[Tutor] ascii to/from AL32UTF8 conversion
Steven D'Aprano
steve at pearwood.info
Mon Nov 23 05:37:00 EST 2015
On Sun, Nov 22, 2015 at 11:19:17PM -0500, bruce wrote:
> Hi.
>
> Doing a 'simple' test with linux command line curl, as well as pycurl
> to fetch a page from a server.
>
> The page has a charset of >>AL32UTF8.
I had never heard of that before, so I googled for it. No surprise, it
comes from Oracle, and they have made a complete dog's breakfast out of
it.
According to the answers here:
https://community.oracle.com/thread/3514820
(1) Oracle thinks that UTF-8 is a two-byte encoding (it isn't);
(2) AL32UTF8 has "extra characters" that UTF-8 doesn't, but UTF-8 is a
superset of AL32UTF8 (that's a contradiction!);
(3) Oracle's UTF-8 is actually the abomination more properly known as
CESU-8: http://www.unicode.org/reports/tr26/
(4) Oracle's AL32UTF8 might actually be the real UTF-8, not "Oracle
UTF-8", which is rubbish.
> Anyway to conert this to straight ascii.
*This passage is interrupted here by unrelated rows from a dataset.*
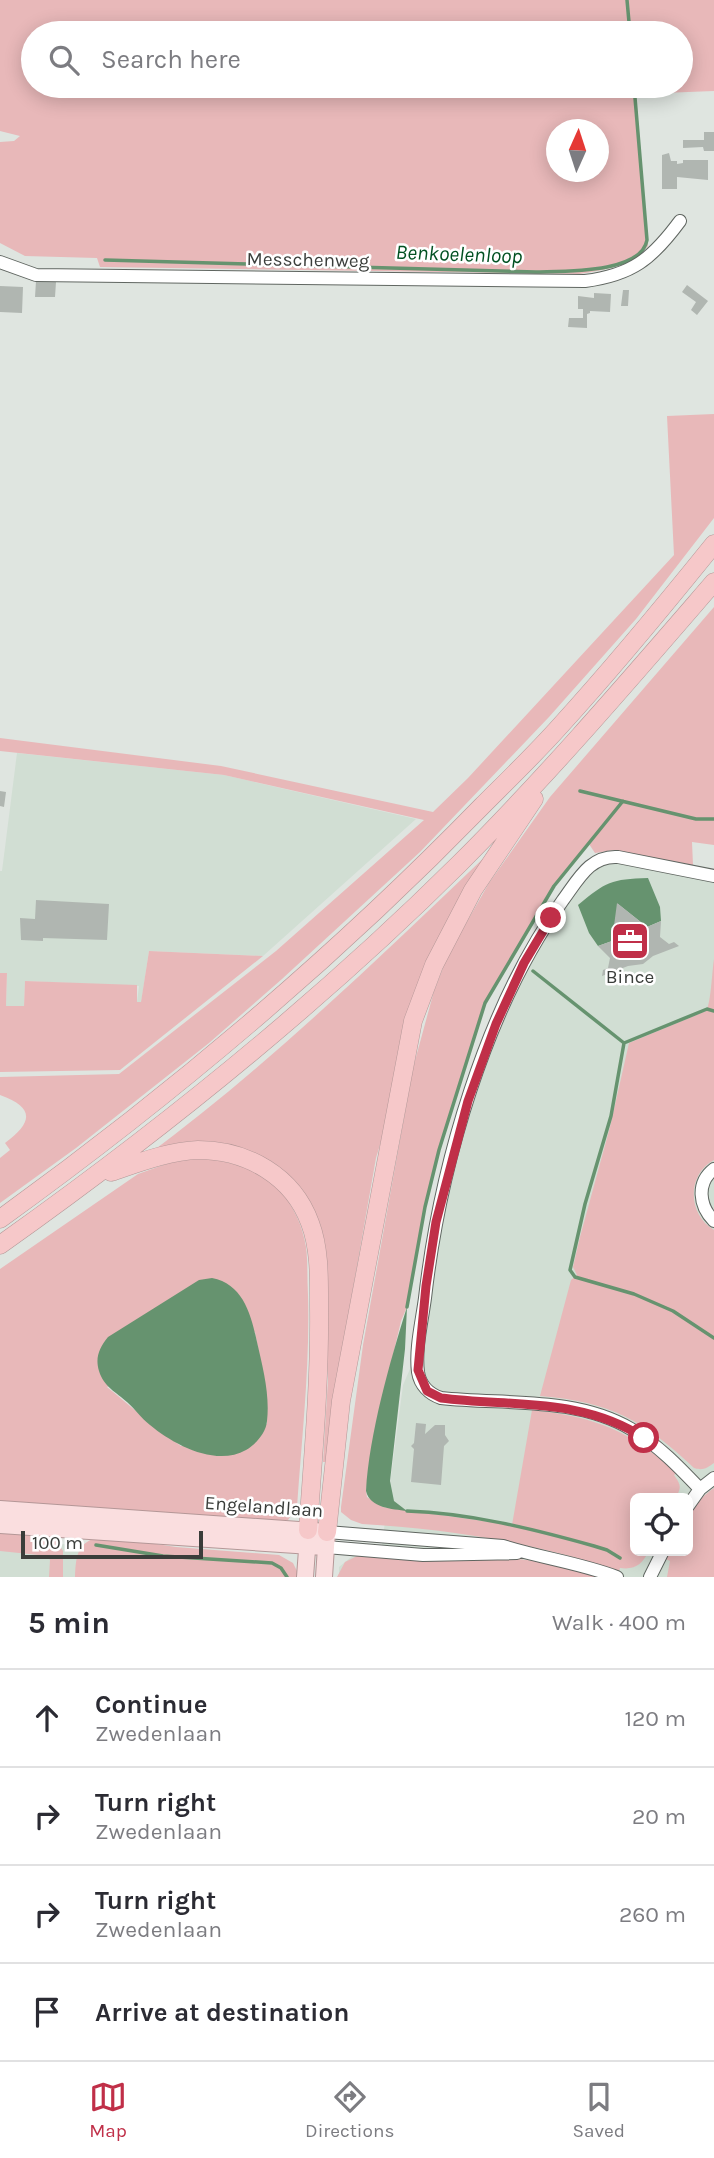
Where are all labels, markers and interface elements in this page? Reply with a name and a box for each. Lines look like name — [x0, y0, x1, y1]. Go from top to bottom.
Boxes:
search box — [21, 21, 693, 98]
icon: search — [45, 41, 83, 79]
text: Search here — [101, 44, 241, 75]
north arrow — [546, 119, 609, 182]
water label: Benkoelenloop — [395, 240, 523, 268]
street label: Messchenweg — [247, 248, 370, 272]
route end — [535, 902, 566, 933]
office icon: Bince — [609, 920, 651, 962]
place label: Bince — [606, 966, 654, 988]
route start — [628, 1422, 659, 1453]
street label: Engelandlaan — [204, 1492, 324, 1522]
map controls — [630, 1493, 693, 1556]
button: locate — [630, 1493, 693, 1556]
scale bar — [21, 1528, 203, 1560]
text: 100 m — [32, 1532, 83, 1554]
text: 5 min — [28, 1605, 110, 1641]
text: Walk · 400 m — [552, 1609, 686, 1636]
text: Continue — [95, 1689, 207, 1720]
icon: ahead — [28, 1699, 66, 1737]
text: 120 m — [624, 1705, 686, 1732]
text: Zwedenlaan — [95, 1720, 222, 1747]
text: Turn right — [95, 1787, 216, 1818]
icon: right — [28, 1797, 66, 1835]
text: 20 m — [632, 1803, 686, 1830]
text: Zwedenlaan — [95, 1818, 222, 1845]
text: Turn right — [95, 1885, 216, 1916]
icon: right — [28, 1895, 66, 1933]
text: 260 m — [619, 1901, 686, 1928]
text: Zwedenlaan — [95, 1916, 222, 1943]
icon: arrive — [28, 1993, 66, 2031]
text: Arrive at destination — [95, 1997, 349, 2028]
tab: Map — [89, 2078, 127, 2142]
tab: Directions — [305, 2078, 394, 2142]
tab: Saved — [572, 2078, 625, 2142]

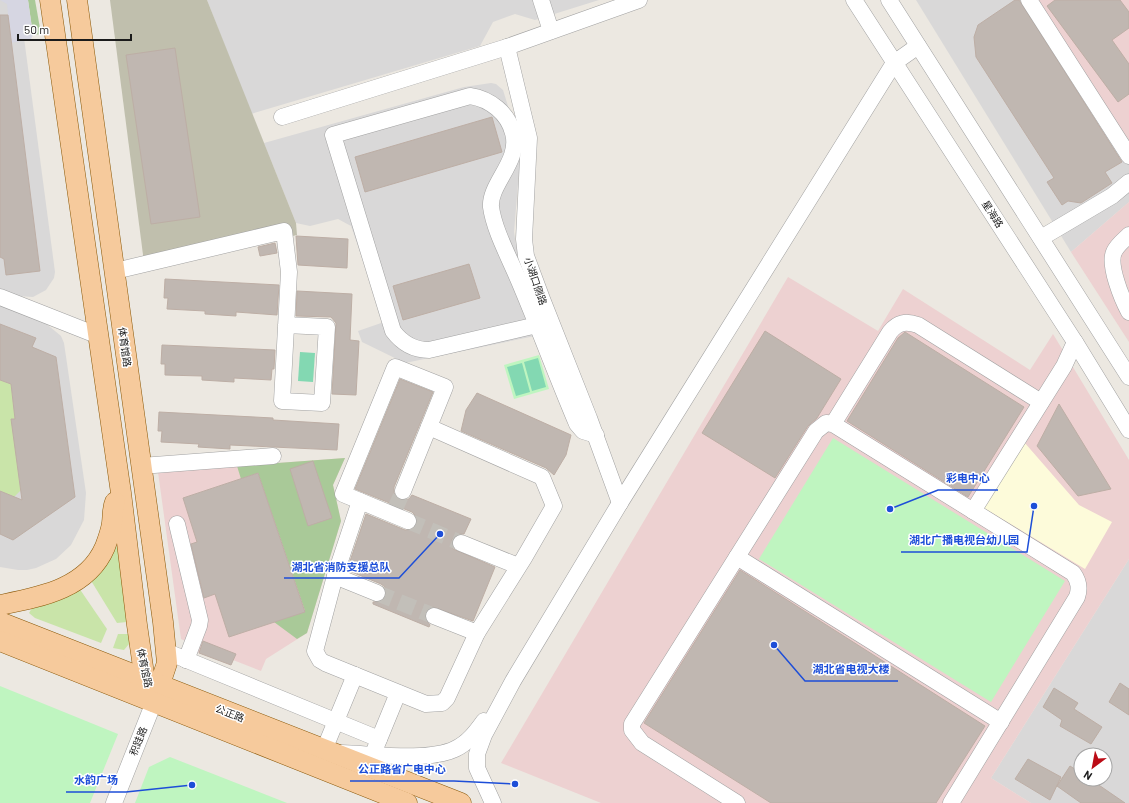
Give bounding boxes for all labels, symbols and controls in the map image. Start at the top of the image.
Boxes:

Python is throwing a
> notice/error on the charset in another part of the test..
>
> The target site is US based, so there's no weird chars in it..
I wouldn't be so sure about that.
> I suspect that the page/system is based on legacy oracle
>
> The metadata of the page is
>
> <META HTTP-EQUIV="Content-Type" NAME="META" CONTENT="text/html;
> charset=AL32UTF8">
>
> I tried the usual
>
> foo = foo.decode('utf-8')
And what happened? Did you get an error? Please copy and paste the
complete traceback.
The easy way to hit this problem with a hammer and "fix it" is to do
this:
foo = foo.decode('utf-8', errors='replace')
but that will replace any non-ASCII chars or malformed UFT-8 bytes with
question marks:
py> s = u"abc π def".encode('utf-8') # non-ASCII string
py> print s.decode('ascii', errors='replace')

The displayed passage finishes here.